前記少なくとも一方の室に搬入されてから搬出されるまでの時間であるタクトタイムに対する、前記金型ユニットが前記初期相対角度位置から90度自転した相対角度位置である停止時間及び前記金型ユニットが前記初期相対角度位置から270度自転した相対角度位置である停止時間の合計時間の割合が、60%以上85%以下である、請求項5に記載されたガラス成形体の製造方法。
前記金型ユニットは、前記ガラス成形体の形状に対応する成形面を有する成形型と、前記成形型を保持する型支持部材とを有する、請求項1から6の何れか1項に記載されたガラス成形体の製造方法。

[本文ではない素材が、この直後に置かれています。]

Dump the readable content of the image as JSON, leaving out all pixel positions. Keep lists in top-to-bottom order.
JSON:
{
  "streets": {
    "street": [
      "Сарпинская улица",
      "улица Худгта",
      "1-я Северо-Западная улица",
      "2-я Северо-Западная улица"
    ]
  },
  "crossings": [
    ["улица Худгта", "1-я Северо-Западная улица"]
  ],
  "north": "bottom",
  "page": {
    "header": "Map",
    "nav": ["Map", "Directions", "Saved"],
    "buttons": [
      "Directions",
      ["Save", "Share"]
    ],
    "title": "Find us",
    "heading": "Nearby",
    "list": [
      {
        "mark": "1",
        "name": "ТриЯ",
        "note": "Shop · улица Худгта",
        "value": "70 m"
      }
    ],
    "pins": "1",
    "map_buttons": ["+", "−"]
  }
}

前記金型ユニットは、前記ガラス成形体の形状に対応する成形面を有する成形型と、前記成形型を保持する型支持部材とを有する、請求項9に記載されたガラス成形体の製造装置。
【発明を実施するための形態】
【0014】
以下、本発明の好適な実施形態について図面を参照しながら詳細に説明する。なお、図中同一又は相当部分には同一の符号を付してその説明は繰り返さない。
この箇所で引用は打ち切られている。